Titik Akhir Pembelajaran Mesin Azure (pratinjau) memberikan pengalaman penyebaran yang lebih baik dan lebih sederhana. Titik akhir mendukung skenario inferensi real-time dan batch. Titik akhir menyediakan antarmuka terpadu untuk menjalankan dan mengelola penyebaran model di seluruh jenis komputasi. Lihat Apa yang dimaksud dengan titik akhir Pembelajaran Mesin Azure (pratinjau)?.

Prasyarat

Memahami proses penyebaran

Kata "penyebaran" digunakan dalam Kubernetes dan Azure Machine Learning. "Penyebaran" memiliki arti yang berbeda dalam dua konteks ini. Dalam Kubernetes, Deployment adalah entitas konkret, ditentukan dengan berkas YAML deklaratif. Sebuah Kubernetes Deployment memiliki siklus hidup yang ditentukan dan hubungan konkret dengan entitas Kubernetes lainnya seperti Pods dan ReplicaSets. Anda bisa belajar tentang Kubernetes dari dokumen dan video di Apa itu Kubernetes?

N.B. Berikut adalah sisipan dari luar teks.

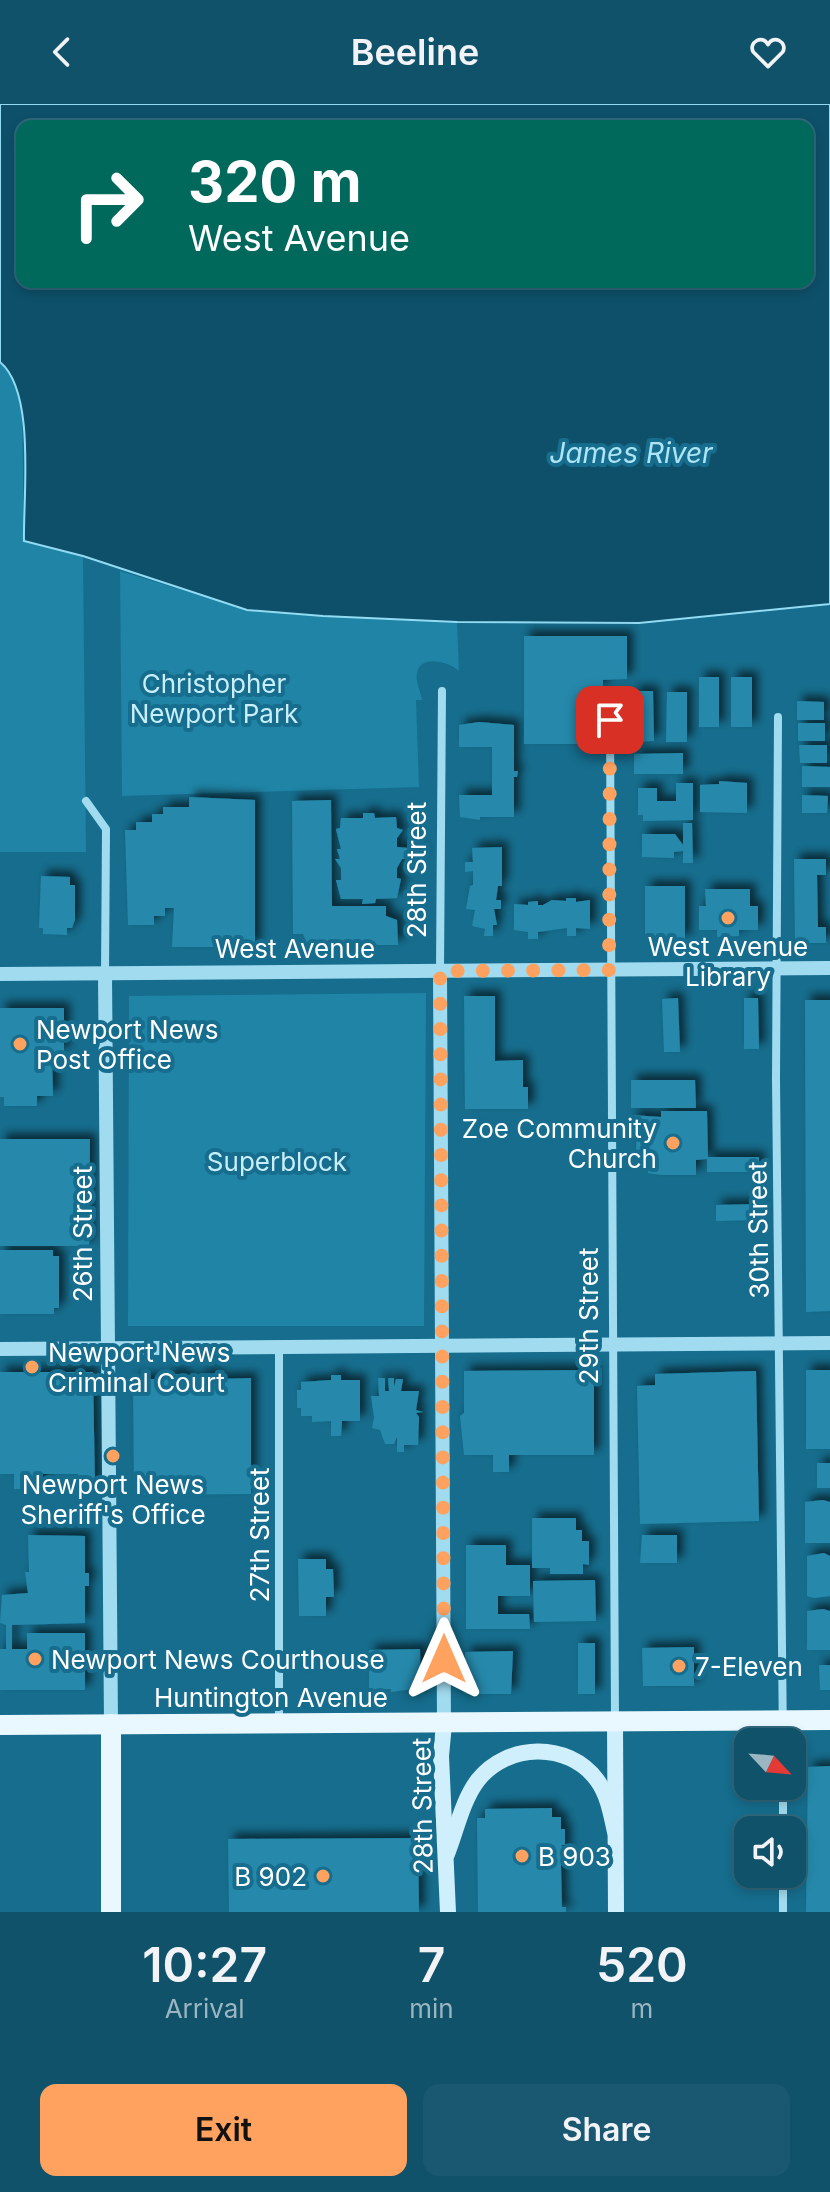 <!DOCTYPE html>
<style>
:root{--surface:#10526a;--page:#195870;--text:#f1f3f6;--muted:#9cb6c1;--line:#30697e;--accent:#ffa15f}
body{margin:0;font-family:Inter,sans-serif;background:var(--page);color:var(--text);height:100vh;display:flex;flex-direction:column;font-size:30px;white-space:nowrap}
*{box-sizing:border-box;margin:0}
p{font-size:26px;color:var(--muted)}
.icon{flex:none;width:44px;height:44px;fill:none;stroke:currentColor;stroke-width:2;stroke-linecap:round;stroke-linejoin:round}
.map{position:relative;height:1808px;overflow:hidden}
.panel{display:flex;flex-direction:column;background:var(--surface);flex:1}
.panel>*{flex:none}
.top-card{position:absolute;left:16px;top:16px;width:798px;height:168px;border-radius:16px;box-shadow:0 4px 12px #0003,0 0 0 2px var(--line);background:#00695c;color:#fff;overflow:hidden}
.needle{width:52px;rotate:116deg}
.fabs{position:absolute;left:734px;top:1624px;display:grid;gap:16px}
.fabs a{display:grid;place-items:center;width:72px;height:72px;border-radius:16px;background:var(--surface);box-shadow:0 4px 12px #0003,0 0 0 2px var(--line);font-size:40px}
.pin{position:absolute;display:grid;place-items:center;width:68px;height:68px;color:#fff;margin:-34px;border-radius:16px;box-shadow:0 4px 12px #0006}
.me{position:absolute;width:88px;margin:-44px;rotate:0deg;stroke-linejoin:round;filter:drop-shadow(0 0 6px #0008)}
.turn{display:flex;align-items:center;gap:28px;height:168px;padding:0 40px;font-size:36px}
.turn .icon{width:104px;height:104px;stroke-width:2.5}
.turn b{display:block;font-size:56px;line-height:68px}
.eta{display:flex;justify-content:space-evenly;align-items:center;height:136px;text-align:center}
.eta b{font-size:48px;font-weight:600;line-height:56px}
.primary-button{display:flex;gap:16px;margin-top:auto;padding:16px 40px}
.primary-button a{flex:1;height:92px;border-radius:16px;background:var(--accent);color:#111;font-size:32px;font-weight:600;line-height:92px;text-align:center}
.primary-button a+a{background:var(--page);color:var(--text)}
header{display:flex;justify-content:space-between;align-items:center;height:104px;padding:0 40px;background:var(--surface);font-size:36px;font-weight:600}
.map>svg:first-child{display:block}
.green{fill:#1f84a6}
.water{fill:#0e506a;stroke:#93dbf2;stroke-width:2;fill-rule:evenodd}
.building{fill:#2589ab;filter:url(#shadow)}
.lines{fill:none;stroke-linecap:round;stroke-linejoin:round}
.minor{stroke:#a1dbef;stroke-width:8}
.tertiary{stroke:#a1dbef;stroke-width:14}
.secondary{stroke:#ceeffb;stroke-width:16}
.primary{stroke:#e9f8ff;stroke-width:20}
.route{stroke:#ffa15f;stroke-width:14;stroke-dasharray:0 25.2}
.poi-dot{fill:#ffa15f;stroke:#166d8d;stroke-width:3}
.labels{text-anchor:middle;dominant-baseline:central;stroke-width:8;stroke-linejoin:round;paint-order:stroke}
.park-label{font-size:26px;fill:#c7eefb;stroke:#166d8d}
.street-label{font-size:26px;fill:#fff;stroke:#166d8d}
.poi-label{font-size:26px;fill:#fff;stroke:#166d8d;text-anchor:start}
.water-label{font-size:28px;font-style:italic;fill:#ade4f6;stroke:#166d8d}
</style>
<header><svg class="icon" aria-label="back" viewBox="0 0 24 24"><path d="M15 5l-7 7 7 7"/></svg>Beeline<svg class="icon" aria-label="heart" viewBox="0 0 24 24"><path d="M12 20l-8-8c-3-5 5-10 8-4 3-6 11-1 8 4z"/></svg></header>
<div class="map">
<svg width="830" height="1808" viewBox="0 0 830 1808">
<defs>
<filter id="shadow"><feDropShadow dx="6" dy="-6" stdDeviation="4" flood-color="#0009"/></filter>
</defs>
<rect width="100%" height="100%" fill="#166d8d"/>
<g class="green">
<polygon points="0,258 11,267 22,296 24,437 83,452 86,748 0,748"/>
<path d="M120,467L247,506L457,518L459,567C447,556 413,549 417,577C418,584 421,589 422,596H416L419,683L122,692Z"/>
<polygon points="426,889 424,1222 128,1222 129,892"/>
</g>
<path class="water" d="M0,0H830V500L639,519L457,518L323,512L247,506L83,452L24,437C23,392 36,288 0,258ZM22,22H808V178H22Z"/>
<g class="building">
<polygon points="524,532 627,532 627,575 603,576 603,585 583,585 584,615 589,615 585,640 524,640"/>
<rect x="699" y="573" width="20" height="50"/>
<rect x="731" y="573" width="21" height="50"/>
<polygon points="633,587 653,587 654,637 634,638"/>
<polygon points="667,588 687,588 687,638 666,638"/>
<polygon points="797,597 824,598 824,616 797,616"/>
<polygon points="479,618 514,621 514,667 518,667 517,673 514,673 514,713 480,713 480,716 460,713 459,691 492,691 492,643 459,643 459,621"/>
<rect x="798" y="619" width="27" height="18"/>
<polygon points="799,641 827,641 827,659 800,659"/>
<polygon points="683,649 683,670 634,670 634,650"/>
<polygon points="802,662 830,663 830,683 802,683"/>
<polygon points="719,677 747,679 747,709 700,708 700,681 719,680"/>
<polygon points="676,679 693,679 693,716 643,717 643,711 638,711 638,684 657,684 657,697 676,697"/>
<polygon points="802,691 828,692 827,709 802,709"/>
<polygon points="189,693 255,696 255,843 172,843 174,804 165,804 165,812 154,812 154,821 128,821 125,726 136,726 136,718 152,718 152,710 163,710 163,703 189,703"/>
<polygon points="331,696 332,802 386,802 386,812 397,816 398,841 308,841 303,830 293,830 292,697"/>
<polygon points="363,709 374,709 375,714 396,713 397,724 403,726 397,734 397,743 420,745 420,755 402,755 397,764 397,774 401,775 397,794 376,795 375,799 362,800 363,795 341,795 336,776 341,776 341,764 335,755 340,755 337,745 341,745 336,725 340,724 341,714 363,714"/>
<polygon points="683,719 692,719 693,759 683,759 683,747 674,748 674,754 642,753 642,730 675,730 683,741"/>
<polygon points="502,743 502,782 498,782 496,796 501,796 501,805 494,805 497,821 493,821 493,832 484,832 485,825 472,822 475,806 466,805 470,782 473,781 473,767 465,768 465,758 473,758 472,744"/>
<polygon points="794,755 826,755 826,771 817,771 818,823 826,823 826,839 795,839"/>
<polygon points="41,772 70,773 70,781 75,781 75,816 72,824 67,824 67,831 43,830 43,824 39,824"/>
<polygon points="645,782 685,782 685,836 645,837"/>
<polygon points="705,785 750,785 750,802 758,802 758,826 739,826 739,832 717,833 717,826 699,826 699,802 706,802"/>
<polygon points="566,794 576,794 576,798 590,796 590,825 576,824 576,832 567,832 567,824 538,828 538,835 528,835 528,828 514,826 514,800 528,801 528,798 538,797 538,801 543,801 552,796 566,797"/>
<polygon points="464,892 495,892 495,957 523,956 523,983 528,983 528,1005 465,1005"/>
<polygon points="678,894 680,948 664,948 662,895"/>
<polygon points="744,894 758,894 759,945 744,945"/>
<polygon points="805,896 830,896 830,1207 806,1208"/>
<polygon points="0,904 64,904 64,949 52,949 53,992 37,992 37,1002 4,1002 4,993 0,993"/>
<polygon points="631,976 695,976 696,1004 631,1004"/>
<polygon points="661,1007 707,1007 708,1053 759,1053 759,1068 707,1068 707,1055 696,1056 696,1071 661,1071 648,1069 648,1065 635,1065 637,1027 632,1028 632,1011 661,1013"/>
<polygon points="0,1035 90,1035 89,1142 0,1142"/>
<polygon points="758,1100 758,1116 716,1117 716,1101"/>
<polygon points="0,1146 53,1146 53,1152 59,1152 59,1204 54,1204 54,1210 0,1210"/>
<polygon points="594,1266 594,1351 509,1351 509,1368 493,1368 493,1351 464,1351 460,1312 464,1309 464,1267"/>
<rect x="806" y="1266" width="24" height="79"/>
<polygon points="756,1267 759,1417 640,1420 637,1282 655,1281 655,1270"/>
<polygon points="0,1268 93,1268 95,1384 78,1384 78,1370 43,1370 43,1385 14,1385 14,1370 0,1370"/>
<polygon points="168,1270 184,1270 184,1275 202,1275 201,1270 217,1270 217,1275 251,1274 251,1390 134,1391 133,1275 168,1275"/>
<polygon points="331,1271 341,1271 341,1276 360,1276 360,1317 342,1317 341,1332 331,1332 331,1317 312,1318 312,1312 301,1312 301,1304 297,1304 297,1286 301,1286 301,1278 331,1276"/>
<polygon points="378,1274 385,1274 385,1287 389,1287 388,1274 394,1274 394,1283 396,1275 403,1275 401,1287 419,1287 416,1306 423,1308 416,1309 419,1313 418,1341 404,1341 404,1348 397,1348 397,1333 394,1340 385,1340 380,1326 372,1324 374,1313 371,1292 379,1292"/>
<rect x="817" y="1359" width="13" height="25"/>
<polygon points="823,1396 830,1398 830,1439 805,1439 805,1398"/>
<polygon points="532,1414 576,1414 576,1426 582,1426 582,1437 589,1437 589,1461 583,1460 583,1470 550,1470 550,1464 532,1464"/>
<polygon points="28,1431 85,1432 85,1469 89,1469 89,1482 85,1482 85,1519 12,1521 12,1545 27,1545 27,1529 85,1529 85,1586 0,1586 0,1545 6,1545 6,1521 0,1519 2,1491 28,1489 25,1468 29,1468"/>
<polygon points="642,1431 677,1431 677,1459 640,1459"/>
<polygon points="466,1441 506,1441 506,1461 530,1461 530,1492 498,1492 498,1510 529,1510 530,1525 466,1525"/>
<polygon points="824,1449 830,1452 830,1492 814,1494 807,1492 807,1452"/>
<polygon points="298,1455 326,1455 326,1465 333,1465 334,1493 326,1493 326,1512 299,1512"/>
<polygon points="595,1476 596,1517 534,1518 533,1477"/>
<polygon points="823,1505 830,1507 830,1546 807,1546 807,1507"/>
<rect x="578" y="1539" width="17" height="51"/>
<polygon points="694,1543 694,1582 643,1582 642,1544"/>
<polygon points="420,1545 421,1584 391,1588 391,1585 369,1585 369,1546"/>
<polygon points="513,1547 511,1590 465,1590 468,1570 465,1570 465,1548"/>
<polygon points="819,1561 830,1561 830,1586 820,1586"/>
<polygon points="830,1662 830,1808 806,1808 808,1663"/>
<polygon points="552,1704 552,1713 561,1713 561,1725 565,1725 565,1741 561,1741 566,1744 566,1761 561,1761 562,1803 566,1803 566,1808 478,1808 477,1714 485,1714 485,1705"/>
<polygon points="418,1734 419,1808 229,1808 228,1735"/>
</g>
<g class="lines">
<g class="minor">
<polyline points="778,613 776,976 783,1638"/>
<polyline points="610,616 615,1615"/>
<polyline points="86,697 106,725 105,870"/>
<polyline points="440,867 442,587"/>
<polyline points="279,1618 279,1243"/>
<polyline points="783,1726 783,1682"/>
<polyline points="783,1808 783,1770"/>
</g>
<g class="tertiary">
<polyline points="440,867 444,1620"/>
<polyline points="0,870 830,864"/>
<polyline points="105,870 111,1620"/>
<polyline points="0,1245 830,1239"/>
</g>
<g class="secondary">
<polyline points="615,1618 616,1808"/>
<polyline points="444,1620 441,1652 448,1808"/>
<path d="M447,1750C456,1727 463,1695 478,1676C507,1639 568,1637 597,1676C608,1691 611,1710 615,1728"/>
</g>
<g class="primary">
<polyline points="111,1620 111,1808"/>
<polyline points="0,1621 830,1616"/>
</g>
</g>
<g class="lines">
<polyline class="route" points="444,1555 440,867 609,866 610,616"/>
</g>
<g class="poi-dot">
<circle cx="728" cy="814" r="8"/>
<circle cx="20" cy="940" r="8"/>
<circle cx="673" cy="1039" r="8"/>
<circle cx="32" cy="1263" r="8"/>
<circle cx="113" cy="1352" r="8"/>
<circle cx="35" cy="1555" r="8"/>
<circle cx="679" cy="1562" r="8"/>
<circle cx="522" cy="1752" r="8"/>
<circle cx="323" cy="1772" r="8"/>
</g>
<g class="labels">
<g class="park-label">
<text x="214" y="579">Christopher<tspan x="214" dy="30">Newport Park</tspan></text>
<text x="277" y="1057">Superblock</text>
</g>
<g class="street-label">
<text transform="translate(416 766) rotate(-90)">28th Street</text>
<text x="295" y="844">West Avenue</text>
<text transform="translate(758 1126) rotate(-91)">30th Street</text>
<text transform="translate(82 1130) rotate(-90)">26th Street</text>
<text transform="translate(588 1212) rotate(-90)">29th Street</text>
<text transform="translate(259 1431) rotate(-90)">27th Street</text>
<text x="271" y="1593">Huntington Avenue</text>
<text transform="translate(422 1702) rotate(-91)">28th Street</text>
</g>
<g class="poi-label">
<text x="728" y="842" text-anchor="middle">West Avenue<tspan x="728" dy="30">Library</tspan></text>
<text x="36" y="925">Newport News<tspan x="36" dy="30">Post Office</tspan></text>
<text x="657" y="1024" text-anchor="end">Zoe Community<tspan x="657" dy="30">Church</tspan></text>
<text x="48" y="1248">Newport News<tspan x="48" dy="30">Criminal Court</tspan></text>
<text x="113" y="1380" text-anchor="middle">Newport News<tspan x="113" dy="30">Sheriff's Office</tspan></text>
<text x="51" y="1555">Newport News Courthouse</text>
<text x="695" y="1562">7-Eleven</text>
<text x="538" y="1752">B 903</text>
<text x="307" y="1772" text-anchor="end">B 902</text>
</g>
<g class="water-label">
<text x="631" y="349">James River</text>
</g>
</g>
</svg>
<div class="fabs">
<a><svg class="needle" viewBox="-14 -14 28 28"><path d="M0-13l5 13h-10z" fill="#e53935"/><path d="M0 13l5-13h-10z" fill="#9cb6c1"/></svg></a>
<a><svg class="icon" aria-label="sound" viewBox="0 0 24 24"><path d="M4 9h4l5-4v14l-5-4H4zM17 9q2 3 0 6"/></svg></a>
</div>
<div class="pin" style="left:610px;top:616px;background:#d93025"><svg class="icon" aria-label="arrive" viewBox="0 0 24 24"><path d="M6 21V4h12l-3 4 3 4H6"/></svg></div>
<svg class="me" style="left:444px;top:1555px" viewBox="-20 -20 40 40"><path d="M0-17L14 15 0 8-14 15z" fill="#ffa15f" stroke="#fff" stroke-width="4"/></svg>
<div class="top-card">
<div class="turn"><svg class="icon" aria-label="right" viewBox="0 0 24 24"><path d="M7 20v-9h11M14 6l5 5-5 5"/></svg><div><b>320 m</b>West Avenue</div></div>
</div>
</div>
<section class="panel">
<div class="eta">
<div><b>10:27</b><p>Arrival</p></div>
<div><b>7</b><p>min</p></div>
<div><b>520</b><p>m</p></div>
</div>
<div class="primary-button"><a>Exit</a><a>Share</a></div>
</section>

Di Azure Machine Learning, "penyebaran" digunakan dalam arti yang lebih umum untuk menyediakan dan membersihkan sumber daya proyek Anda. Langkah-langkah yang dipertimbangkan Azure Machine Learning sebagai bagian dari penyebaran adalah:

  1. Zipping file di folder proyek Anda, mengabaikan yang ditentukan dalam .amlignore atau .gitignore
  2. Meningkatkan klaster komputasi (Berkaitan dengan Kubernetes)
  3. Membangun atau mengunduh dockerfile ke node komputasi (Berkaitan dengan Kubernetes)
    1. Sistem menghitung hash dari:
    2. Sistem menggunakan hash ini sebagai kunci dalam pencarian ruang kerja Azure Container Registry (ACR)
    3. Jika tidak ditemukan, sistem akan mencari kecocokan di ACR global
    4. Jika tidak ditemukan, sistem membangun gambar baru (yang akan di-cache dan terdaftar di ruang kerja ACR)
  4. Mengunduh file proyek zip Anda ke penyimpanan sementara pada node komputasi
  5. Mengekstrak file proyek
  6. Node komputasi yang mengeksekusi python <entry script> <arguments>
  7. Menyimpan log, file model, dan file lain yang ditulis ke ./outputs akun penyimpanan yang terkait dengan ruang kerja
  8. Menghitung mundur komputasi, termasuk menghapus penyimpanan sementara (Berkaitan dengan Kubernetes)

Router Azure ML

Komponen front-end (azureml-fe) yang merutekan permintaan inferensi masuk ke layanan yang digunakan secara otomatis menskalakan sesuai kebutuhan. Penskalaan azureml-fe didasarkan pada tujuan dan ukuran klaster AKS (jumlah node). Tujuan kluster dan node dikonfigurasi saat Anda membuat atau melampirkan klaster AKS. Ada satu layanan azureml-fe per klaster, yang mungkin berjalan pada beberapa pod.

Penting

Saat menggunakan kluster yang dikonfigurasi sebagai dev-test, skalar mandiri dinonaktifkan.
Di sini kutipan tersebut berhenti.